To evaluate ultrasonographically determined intima-media thickness as a measure of early atherosclerosis, three studies were performed. Ultrasound measurements of intima-media thickness in the carotid artery were directly validated by comparing the same thickness measured by light microscopy. The values were closely correlated (r = .82, P < .001). Intima-media thickness determined by light microscopy was consistently smaller than that determined by ultrasound, probably due to shrinkage during histological preparation. As an indirect validation, mean intima-media thickness was calculated in three large groups of patients with no plaque (n = 224), one plaque (n = 105), and one circumferential or two or more plaques (n = 54) in the carotid bifurcation. Intima-media thickness increased significantly with increasing plaque score, indicating that diffuse intima-media thickening is more pronounced with more severe atherosclerosis. The intima-media thickness also increased with increasing multifactorial cardiovascular risk, reflecting a positive relation between signs of early atherosclerosis and the burden of known risk factors for the disease. Our studies support earlier findings that have found that ultrasonographically determined intima-media thickness is a valid way to study early atherosclerosis.
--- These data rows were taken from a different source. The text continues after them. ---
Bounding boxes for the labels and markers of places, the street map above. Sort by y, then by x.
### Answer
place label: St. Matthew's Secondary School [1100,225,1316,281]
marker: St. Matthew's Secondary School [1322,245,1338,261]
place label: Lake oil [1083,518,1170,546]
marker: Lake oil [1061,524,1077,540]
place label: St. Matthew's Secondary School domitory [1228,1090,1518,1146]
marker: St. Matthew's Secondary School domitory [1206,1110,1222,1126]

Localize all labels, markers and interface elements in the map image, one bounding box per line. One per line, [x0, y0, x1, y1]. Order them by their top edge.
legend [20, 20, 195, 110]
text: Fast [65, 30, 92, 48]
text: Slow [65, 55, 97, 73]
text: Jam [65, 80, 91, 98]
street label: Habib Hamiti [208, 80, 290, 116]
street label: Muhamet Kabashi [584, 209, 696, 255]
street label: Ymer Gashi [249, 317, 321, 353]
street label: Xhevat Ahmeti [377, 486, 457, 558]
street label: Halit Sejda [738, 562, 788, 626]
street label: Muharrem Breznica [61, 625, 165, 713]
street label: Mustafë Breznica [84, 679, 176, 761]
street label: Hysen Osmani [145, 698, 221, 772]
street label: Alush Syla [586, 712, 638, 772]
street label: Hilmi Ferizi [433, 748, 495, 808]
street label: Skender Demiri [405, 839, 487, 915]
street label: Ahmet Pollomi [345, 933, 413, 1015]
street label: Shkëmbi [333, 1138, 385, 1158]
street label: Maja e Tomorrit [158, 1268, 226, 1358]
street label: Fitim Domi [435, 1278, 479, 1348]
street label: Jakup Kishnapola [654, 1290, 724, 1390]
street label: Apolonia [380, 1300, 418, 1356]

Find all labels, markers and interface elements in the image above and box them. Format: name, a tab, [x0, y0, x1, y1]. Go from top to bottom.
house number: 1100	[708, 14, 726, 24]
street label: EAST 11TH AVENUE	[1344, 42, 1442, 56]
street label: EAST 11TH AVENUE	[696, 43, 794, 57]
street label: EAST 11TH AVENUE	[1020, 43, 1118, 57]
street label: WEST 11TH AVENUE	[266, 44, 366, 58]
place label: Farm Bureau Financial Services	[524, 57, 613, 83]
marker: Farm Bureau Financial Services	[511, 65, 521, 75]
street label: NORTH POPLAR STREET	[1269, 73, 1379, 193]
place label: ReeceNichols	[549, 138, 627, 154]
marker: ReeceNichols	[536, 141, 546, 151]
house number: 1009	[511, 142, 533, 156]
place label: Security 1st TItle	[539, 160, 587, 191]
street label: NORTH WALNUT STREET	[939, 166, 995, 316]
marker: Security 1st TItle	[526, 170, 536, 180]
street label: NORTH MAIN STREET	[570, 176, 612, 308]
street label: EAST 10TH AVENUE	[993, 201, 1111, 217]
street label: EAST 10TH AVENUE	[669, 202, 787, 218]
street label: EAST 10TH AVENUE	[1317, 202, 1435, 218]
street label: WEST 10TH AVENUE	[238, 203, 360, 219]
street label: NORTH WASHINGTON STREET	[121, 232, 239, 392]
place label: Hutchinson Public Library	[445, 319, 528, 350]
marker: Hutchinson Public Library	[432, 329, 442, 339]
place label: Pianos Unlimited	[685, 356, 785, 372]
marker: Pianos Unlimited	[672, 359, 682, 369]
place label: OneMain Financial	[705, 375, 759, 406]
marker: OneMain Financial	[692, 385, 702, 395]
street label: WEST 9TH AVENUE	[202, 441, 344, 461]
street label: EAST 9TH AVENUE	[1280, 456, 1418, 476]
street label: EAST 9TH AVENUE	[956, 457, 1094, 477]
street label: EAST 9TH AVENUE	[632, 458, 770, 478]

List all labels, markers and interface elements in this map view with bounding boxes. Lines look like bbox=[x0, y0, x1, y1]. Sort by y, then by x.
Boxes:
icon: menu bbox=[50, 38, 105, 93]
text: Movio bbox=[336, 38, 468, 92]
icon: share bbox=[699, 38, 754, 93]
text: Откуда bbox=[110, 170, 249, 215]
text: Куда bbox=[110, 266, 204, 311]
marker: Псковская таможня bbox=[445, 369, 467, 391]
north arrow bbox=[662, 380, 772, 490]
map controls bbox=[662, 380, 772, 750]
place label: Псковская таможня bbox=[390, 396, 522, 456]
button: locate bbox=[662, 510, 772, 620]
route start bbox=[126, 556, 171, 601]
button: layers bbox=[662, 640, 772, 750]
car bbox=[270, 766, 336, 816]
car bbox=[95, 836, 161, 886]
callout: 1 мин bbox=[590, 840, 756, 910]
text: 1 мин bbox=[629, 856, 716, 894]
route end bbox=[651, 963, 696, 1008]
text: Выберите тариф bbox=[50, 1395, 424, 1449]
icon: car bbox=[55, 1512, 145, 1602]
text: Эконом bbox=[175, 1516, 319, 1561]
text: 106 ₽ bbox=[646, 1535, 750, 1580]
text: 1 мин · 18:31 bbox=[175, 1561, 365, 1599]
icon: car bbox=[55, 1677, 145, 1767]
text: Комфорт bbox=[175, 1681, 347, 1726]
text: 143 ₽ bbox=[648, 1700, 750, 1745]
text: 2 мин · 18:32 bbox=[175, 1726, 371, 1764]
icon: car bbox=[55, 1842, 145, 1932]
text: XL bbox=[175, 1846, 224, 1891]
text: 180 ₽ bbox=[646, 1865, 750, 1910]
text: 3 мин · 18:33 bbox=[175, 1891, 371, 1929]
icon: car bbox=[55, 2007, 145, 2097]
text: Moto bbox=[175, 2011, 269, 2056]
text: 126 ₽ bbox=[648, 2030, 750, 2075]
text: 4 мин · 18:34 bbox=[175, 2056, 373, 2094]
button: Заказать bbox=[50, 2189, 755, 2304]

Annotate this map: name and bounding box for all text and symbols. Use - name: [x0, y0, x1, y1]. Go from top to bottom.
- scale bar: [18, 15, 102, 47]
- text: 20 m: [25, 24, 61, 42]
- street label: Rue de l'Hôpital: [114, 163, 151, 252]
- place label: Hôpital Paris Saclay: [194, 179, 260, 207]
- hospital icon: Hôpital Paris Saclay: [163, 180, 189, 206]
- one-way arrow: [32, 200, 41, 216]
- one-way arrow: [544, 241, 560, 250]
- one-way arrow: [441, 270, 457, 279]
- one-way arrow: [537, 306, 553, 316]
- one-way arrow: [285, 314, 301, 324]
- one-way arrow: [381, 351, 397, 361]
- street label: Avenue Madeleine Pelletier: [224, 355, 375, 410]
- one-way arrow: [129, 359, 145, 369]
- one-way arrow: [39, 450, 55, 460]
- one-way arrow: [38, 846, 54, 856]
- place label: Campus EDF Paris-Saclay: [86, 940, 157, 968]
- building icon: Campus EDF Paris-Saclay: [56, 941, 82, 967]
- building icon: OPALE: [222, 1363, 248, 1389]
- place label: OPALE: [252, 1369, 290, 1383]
为了评估超声测定的内膜中层厚度作为早期动脉粥样硬化的一项指标,进行了三项研究。通过比较光镜测量的相同厚度,对颈动脉内膜中层厚度的超声测量进行了直接验证。两者数值密切相关(r = 0.82,P < 0.001)。光镜测定的内膜中层厚度始终小于超声测定的厚度,这可能是由于组织学制备过程中的收缩所致。作为间接验证,计算了三组大型患者的平均内膜中层厚度,这三组患者分别为颈动脉分叉处无斑块(n = 224)、有一个斑块(n = 105)以及有一个环形斑块或两个或更多斑块(n = 54)。内膜中层厚度随斑块评分增加而显著增加,表明随着动脉粥样硬化加重,弥漫性内膜中层增厚更为明显。内膜中层厚度也随着多因素心血管风险增加而增加,这反映了早期动脉粥样硬化迹象与该疾病已知风险因素负担之间的正相关关系。我们的研究支持了早期的研究结果,即超声测定的内膜中层厚度是研究早期动脉粥样硬化的一种有效方法。